Material shown =
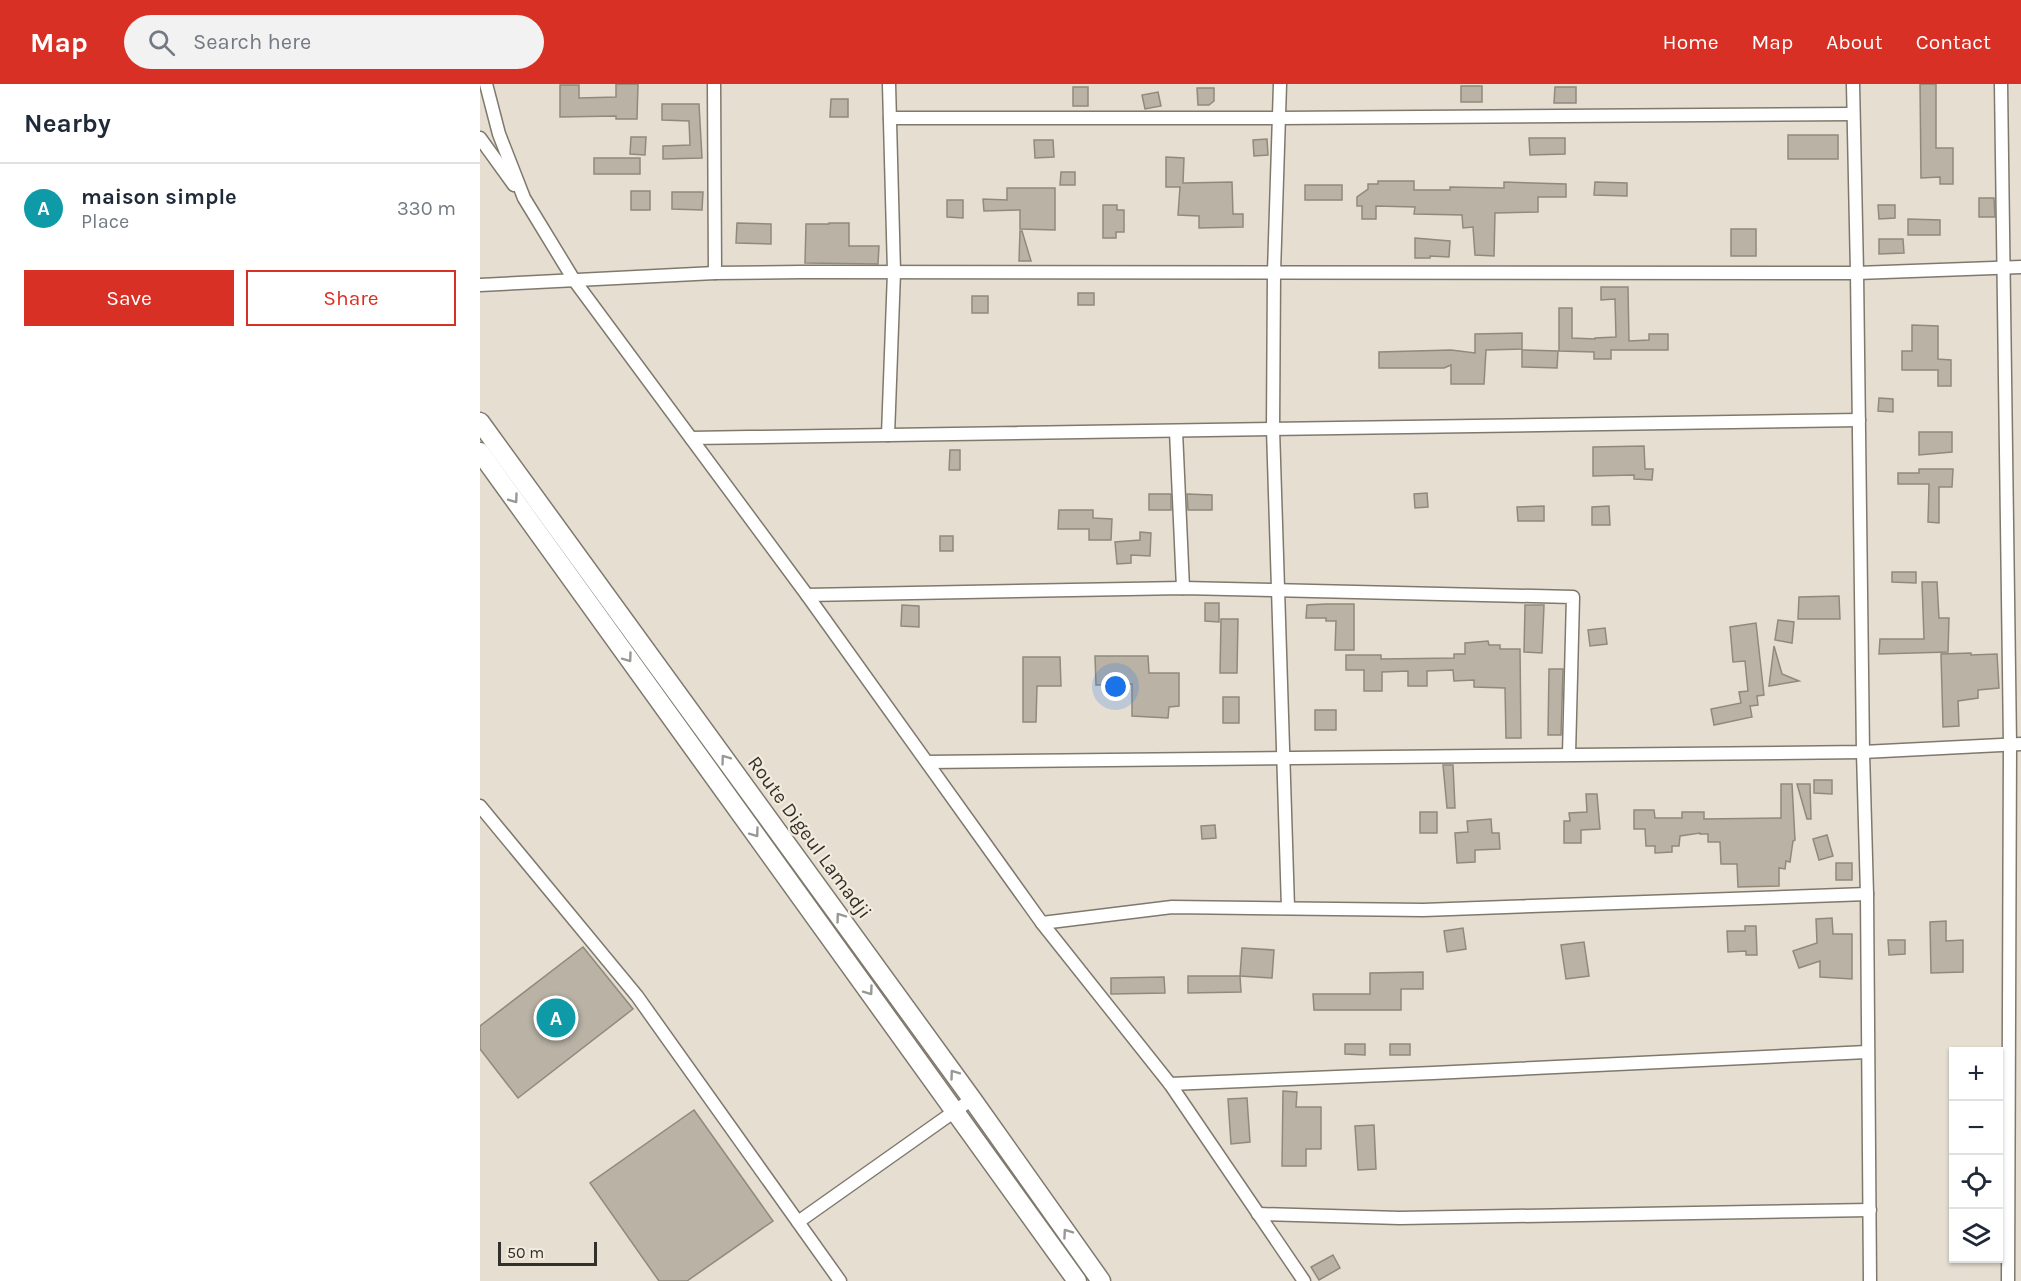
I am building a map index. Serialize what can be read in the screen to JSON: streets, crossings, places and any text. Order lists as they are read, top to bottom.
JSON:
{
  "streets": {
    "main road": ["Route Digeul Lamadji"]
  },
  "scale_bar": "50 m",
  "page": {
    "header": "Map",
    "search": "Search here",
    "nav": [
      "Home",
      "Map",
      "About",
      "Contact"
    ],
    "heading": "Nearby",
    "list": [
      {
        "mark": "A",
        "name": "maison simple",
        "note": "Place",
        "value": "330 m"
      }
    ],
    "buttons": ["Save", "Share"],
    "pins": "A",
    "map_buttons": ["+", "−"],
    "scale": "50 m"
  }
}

* * *

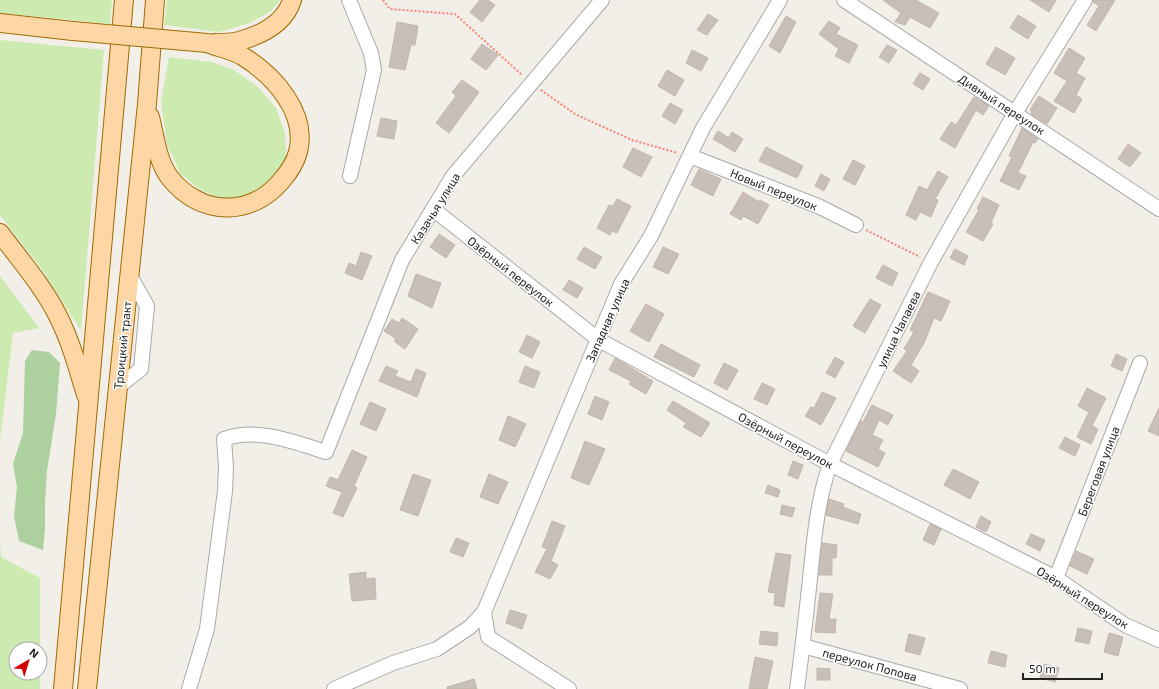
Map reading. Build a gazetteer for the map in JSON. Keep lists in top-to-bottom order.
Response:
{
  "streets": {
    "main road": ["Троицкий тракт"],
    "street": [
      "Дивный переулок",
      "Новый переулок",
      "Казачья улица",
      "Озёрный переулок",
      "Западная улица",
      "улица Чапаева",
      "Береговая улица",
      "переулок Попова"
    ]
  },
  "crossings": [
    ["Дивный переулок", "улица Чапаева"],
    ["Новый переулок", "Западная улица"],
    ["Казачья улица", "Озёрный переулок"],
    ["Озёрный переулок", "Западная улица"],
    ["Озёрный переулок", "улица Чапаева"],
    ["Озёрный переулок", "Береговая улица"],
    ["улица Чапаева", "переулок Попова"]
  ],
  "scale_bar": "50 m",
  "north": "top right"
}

==

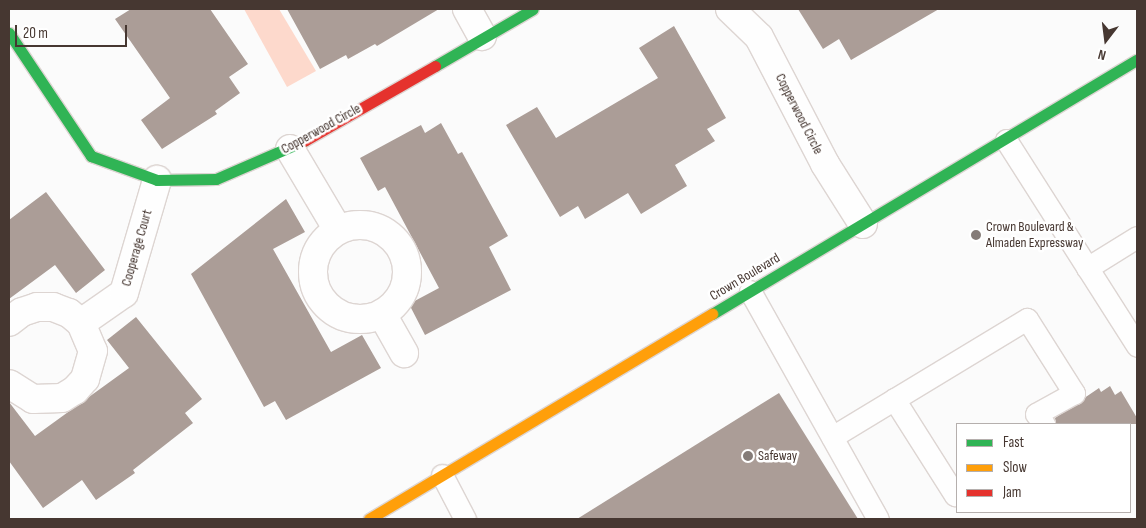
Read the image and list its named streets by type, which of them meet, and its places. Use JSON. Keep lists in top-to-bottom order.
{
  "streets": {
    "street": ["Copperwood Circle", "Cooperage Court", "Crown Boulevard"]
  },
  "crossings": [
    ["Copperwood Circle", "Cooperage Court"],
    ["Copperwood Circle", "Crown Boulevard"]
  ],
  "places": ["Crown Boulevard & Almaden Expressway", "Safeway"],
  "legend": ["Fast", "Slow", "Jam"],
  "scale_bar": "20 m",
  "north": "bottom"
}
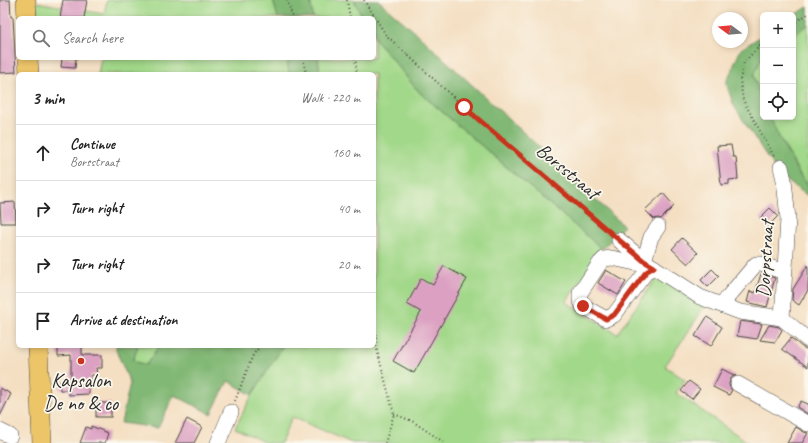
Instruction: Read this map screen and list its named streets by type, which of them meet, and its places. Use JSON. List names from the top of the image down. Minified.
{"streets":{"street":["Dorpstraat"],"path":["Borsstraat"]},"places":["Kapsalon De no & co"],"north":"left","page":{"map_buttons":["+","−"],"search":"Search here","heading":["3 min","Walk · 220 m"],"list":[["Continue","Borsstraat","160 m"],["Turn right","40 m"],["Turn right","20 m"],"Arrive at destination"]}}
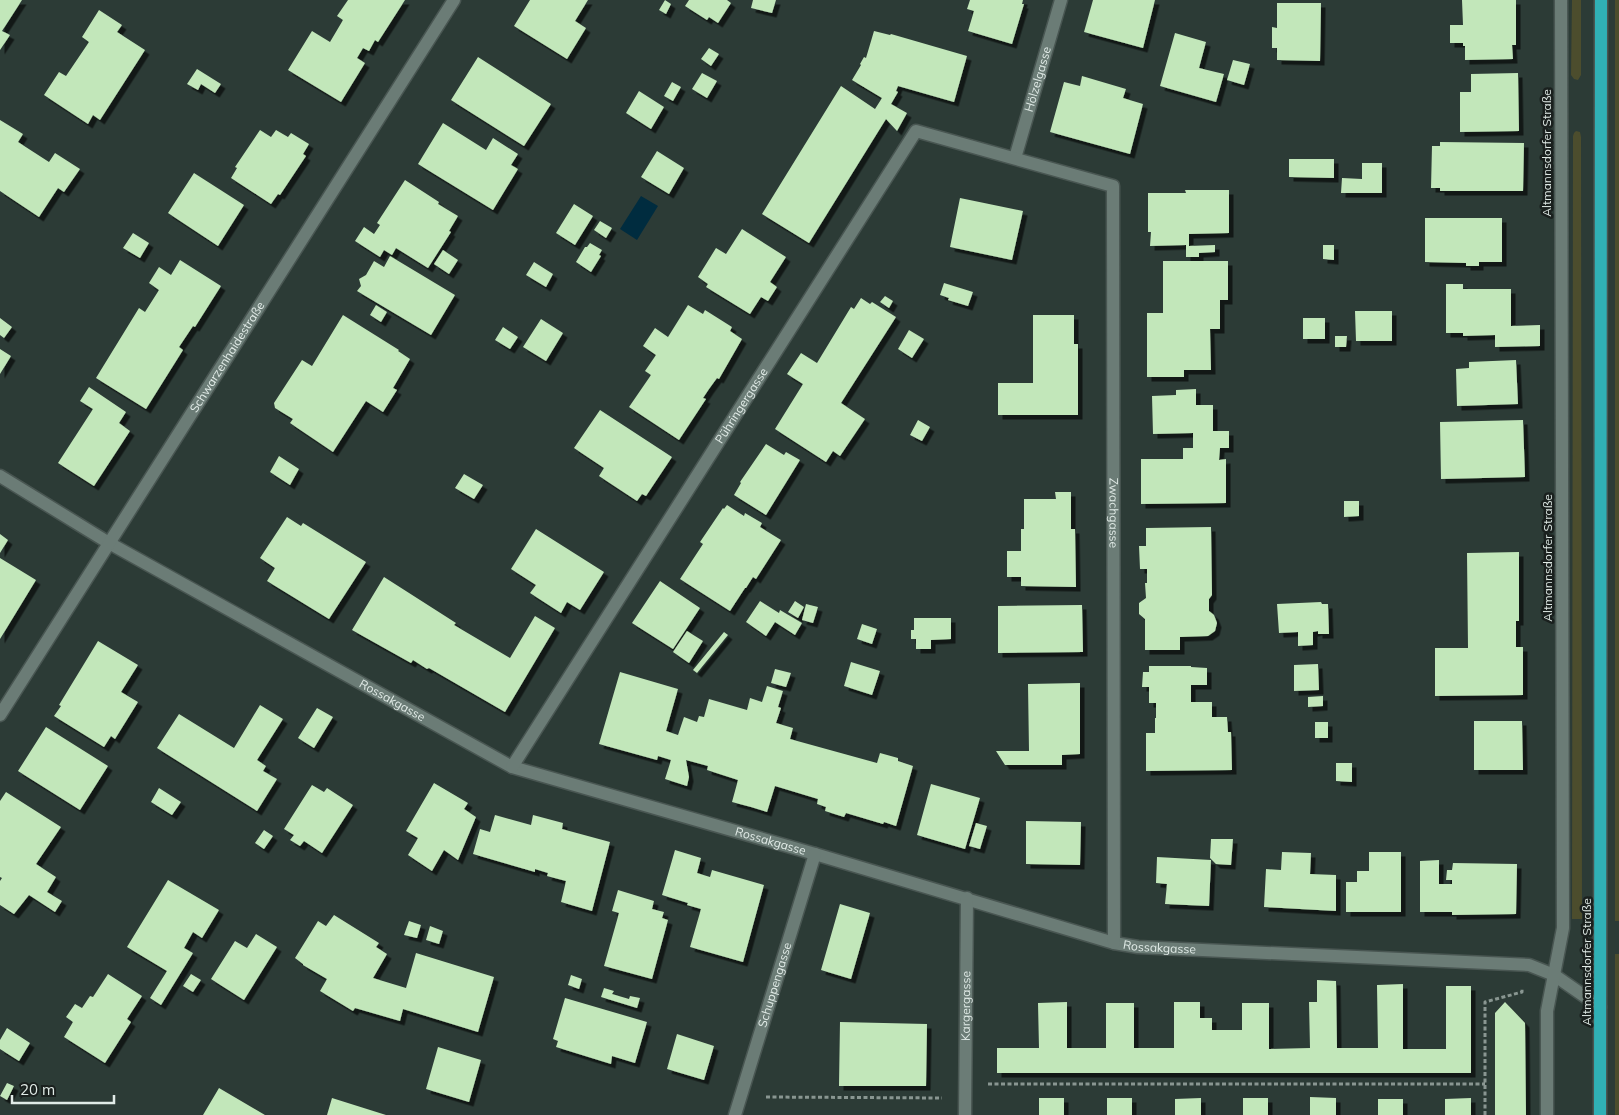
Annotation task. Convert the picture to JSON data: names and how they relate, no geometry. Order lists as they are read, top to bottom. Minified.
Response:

What is being asked =
Your task is to copy each line of the entries that includes the word "they".

Completed task =
I am building a map index. Serialize what can be read in the screen to JSON: streets, crossings, places and any text. Order lists as they are read, top to bottom.
Annotation task. Convert the picture to JSON data: names and how they relate, no geometry. Order lists as they are read, top to bottom. Minified.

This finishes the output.